Records contained in a dataset:

------------

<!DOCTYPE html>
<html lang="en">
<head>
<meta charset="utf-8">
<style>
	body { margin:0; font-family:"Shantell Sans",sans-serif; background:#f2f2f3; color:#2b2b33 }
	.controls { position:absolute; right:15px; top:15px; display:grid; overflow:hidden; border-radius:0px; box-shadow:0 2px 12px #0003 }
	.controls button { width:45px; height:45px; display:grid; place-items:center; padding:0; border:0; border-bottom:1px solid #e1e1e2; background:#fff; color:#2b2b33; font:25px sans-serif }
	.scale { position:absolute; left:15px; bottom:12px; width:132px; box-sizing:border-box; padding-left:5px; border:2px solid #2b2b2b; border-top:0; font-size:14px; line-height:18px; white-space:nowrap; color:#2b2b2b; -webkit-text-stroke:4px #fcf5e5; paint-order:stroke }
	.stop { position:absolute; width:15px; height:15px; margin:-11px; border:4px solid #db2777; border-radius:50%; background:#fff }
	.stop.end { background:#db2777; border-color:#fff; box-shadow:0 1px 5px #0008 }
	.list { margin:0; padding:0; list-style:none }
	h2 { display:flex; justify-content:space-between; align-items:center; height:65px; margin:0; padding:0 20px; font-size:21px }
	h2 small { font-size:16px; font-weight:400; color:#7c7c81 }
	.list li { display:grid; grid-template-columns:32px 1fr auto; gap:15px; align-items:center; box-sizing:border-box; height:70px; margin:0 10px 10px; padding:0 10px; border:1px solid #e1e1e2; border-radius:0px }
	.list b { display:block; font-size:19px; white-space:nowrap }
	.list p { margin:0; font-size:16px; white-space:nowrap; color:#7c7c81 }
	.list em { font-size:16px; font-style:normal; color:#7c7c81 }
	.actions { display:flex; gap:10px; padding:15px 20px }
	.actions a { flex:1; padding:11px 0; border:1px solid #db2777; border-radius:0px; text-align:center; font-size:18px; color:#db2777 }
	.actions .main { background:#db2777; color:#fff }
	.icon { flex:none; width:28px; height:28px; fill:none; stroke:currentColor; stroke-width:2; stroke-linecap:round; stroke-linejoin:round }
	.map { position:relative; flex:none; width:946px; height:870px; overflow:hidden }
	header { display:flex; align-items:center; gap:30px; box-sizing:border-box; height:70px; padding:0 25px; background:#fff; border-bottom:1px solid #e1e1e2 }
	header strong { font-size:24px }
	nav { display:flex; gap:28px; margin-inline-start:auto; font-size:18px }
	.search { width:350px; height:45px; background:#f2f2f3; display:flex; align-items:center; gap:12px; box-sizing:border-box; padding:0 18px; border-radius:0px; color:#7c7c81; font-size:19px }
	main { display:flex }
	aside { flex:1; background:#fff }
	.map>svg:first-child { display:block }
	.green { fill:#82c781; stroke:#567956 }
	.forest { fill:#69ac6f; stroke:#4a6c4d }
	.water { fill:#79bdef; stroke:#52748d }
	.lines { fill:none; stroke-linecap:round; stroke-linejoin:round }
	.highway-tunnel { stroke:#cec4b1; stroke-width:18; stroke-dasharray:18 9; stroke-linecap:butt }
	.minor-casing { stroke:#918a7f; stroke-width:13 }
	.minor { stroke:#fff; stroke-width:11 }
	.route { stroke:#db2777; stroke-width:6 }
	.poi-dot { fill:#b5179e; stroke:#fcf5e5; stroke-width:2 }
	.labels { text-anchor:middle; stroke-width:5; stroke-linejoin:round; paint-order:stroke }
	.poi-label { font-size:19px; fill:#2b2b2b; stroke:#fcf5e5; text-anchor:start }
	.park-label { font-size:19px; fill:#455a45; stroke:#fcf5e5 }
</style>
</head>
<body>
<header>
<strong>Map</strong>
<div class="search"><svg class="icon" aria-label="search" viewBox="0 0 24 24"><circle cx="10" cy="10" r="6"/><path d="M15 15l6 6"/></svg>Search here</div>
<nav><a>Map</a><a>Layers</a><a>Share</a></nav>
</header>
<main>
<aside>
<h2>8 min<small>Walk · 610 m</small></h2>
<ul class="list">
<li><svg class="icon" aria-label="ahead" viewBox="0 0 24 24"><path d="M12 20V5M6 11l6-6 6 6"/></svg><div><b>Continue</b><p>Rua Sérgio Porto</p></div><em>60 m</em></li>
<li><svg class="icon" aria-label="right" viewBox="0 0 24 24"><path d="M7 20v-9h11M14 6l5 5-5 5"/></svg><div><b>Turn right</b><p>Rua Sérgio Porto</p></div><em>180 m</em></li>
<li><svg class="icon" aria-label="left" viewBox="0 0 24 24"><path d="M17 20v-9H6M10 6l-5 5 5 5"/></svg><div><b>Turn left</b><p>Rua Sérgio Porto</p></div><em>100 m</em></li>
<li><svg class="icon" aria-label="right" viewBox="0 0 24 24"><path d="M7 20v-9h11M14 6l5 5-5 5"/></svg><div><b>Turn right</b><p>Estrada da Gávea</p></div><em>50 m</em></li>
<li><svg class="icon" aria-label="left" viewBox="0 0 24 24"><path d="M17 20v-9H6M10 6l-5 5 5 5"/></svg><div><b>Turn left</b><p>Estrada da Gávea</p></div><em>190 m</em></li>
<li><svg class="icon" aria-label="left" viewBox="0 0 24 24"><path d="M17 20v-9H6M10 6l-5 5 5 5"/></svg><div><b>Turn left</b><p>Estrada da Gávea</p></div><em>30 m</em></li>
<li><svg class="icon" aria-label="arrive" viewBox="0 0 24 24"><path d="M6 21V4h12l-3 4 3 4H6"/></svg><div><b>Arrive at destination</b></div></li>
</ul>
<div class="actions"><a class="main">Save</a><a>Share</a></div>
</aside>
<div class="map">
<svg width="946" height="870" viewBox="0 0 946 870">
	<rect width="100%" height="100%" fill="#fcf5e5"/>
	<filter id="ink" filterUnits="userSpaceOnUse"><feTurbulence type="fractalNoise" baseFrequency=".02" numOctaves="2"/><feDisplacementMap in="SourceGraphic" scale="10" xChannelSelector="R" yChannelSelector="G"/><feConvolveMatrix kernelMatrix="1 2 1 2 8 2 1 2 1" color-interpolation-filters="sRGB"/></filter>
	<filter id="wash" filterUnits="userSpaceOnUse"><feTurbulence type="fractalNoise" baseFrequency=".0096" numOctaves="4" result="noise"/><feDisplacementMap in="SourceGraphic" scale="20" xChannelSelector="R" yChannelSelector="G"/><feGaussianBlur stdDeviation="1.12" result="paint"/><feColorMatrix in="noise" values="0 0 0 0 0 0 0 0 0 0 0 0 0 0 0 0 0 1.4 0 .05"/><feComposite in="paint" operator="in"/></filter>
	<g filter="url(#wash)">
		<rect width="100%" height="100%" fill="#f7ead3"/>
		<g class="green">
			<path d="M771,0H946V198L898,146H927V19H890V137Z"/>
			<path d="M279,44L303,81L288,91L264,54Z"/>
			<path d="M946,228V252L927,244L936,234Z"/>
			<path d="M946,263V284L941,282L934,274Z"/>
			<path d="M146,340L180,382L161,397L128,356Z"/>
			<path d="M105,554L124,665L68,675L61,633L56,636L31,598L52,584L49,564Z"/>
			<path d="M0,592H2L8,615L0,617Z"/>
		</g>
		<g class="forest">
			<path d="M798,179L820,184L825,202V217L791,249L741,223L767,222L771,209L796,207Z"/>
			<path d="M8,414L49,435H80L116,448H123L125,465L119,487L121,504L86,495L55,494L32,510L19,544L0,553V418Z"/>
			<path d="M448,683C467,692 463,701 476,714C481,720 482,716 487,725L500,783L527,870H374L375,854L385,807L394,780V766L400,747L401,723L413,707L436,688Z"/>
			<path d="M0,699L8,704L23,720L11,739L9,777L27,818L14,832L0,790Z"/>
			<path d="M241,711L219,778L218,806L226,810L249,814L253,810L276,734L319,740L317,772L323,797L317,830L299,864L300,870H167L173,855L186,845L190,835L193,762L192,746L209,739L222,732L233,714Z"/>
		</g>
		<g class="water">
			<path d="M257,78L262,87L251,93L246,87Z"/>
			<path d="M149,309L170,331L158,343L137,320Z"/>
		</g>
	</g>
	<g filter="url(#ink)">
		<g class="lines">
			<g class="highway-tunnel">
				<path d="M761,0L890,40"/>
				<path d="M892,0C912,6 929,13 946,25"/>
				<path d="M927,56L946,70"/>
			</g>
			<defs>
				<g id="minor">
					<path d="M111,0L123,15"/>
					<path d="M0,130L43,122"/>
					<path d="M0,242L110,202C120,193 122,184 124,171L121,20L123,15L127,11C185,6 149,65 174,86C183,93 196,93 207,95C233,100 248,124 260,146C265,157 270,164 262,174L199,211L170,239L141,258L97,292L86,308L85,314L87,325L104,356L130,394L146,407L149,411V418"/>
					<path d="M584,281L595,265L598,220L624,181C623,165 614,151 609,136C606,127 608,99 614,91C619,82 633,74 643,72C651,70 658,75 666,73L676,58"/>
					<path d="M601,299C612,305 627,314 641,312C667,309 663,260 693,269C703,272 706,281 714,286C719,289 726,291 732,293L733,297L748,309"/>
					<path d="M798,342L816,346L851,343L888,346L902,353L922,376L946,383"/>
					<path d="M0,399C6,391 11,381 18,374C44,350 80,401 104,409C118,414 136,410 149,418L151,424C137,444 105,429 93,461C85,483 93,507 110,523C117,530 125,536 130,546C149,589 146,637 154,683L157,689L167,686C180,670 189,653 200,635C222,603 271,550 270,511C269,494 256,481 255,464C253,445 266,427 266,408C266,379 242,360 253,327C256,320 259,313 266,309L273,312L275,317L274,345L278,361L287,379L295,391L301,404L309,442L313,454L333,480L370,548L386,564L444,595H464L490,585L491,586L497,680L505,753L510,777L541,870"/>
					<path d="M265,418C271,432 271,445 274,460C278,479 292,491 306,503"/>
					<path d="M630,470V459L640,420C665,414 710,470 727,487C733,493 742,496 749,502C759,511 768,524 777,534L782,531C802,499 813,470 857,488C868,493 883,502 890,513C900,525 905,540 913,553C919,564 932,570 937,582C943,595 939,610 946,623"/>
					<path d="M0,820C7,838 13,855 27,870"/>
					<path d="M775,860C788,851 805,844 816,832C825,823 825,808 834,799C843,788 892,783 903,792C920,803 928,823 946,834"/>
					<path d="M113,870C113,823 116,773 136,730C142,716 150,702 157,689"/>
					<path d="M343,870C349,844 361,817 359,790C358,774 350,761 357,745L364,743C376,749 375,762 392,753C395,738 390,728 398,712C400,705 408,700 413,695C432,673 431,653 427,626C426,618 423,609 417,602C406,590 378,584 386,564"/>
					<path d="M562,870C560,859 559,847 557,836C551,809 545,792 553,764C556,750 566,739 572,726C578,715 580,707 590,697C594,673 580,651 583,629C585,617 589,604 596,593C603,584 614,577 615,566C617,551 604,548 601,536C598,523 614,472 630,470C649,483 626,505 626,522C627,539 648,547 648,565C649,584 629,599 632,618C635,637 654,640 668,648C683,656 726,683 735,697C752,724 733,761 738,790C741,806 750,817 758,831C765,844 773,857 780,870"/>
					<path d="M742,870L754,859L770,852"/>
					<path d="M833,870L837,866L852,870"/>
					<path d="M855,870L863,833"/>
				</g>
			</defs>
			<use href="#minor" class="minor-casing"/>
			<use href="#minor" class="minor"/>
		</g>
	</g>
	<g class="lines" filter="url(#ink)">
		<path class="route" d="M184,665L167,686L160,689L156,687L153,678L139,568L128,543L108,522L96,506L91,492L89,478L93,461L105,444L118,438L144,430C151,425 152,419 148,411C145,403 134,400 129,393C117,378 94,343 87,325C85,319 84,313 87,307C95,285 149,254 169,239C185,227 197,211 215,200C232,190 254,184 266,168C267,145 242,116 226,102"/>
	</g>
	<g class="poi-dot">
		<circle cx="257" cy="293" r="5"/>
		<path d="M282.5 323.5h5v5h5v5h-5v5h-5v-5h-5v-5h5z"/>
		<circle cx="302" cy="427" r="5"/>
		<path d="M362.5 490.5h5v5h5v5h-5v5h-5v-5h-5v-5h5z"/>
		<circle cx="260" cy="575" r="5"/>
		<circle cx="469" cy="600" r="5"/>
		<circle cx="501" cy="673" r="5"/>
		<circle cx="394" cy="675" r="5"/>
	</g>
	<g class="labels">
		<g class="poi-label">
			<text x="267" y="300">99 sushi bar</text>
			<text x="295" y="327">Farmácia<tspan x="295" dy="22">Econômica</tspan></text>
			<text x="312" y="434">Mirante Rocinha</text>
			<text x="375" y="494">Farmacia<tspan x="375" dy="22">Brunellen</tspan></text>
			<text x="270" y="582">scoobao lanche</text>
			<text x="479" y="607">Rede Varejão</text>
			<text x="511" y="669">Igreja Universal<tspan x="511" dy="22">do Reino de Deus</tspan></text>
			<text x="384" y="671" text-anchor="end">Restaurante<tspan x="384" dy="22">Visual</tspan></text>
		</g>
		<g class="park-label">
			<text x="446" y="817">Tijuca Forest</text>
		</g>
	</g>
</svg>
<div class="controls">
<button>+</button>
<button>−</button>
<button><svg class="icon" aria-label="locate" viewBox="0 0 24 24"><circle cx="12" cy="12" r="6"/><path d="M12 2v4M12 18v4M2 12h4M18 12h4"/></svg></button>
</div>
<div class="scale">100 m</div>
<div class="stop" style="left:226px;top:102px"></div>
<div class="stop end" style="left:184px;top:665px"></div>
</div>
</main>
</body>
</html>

------------

◆ **ASSIGNMENT**: Go to the line with "margin:0; padding:0; list-style:none" in the entries above and repeat every line from there through the line with "font-size:16px; font-weight:400; color:#7c7c81", exactly and with no other text.

◆ **TASK OUTPUT**:
	.list { margin:0; padding:0; list-style:none }
	h2 { display:flex; justify-content:space-between; align-items:center; height:65px; margin:0; padding:0 20px; font-size:21px }
	h2 small { font-size:16px; font-weight:400; color:#7c7c81 }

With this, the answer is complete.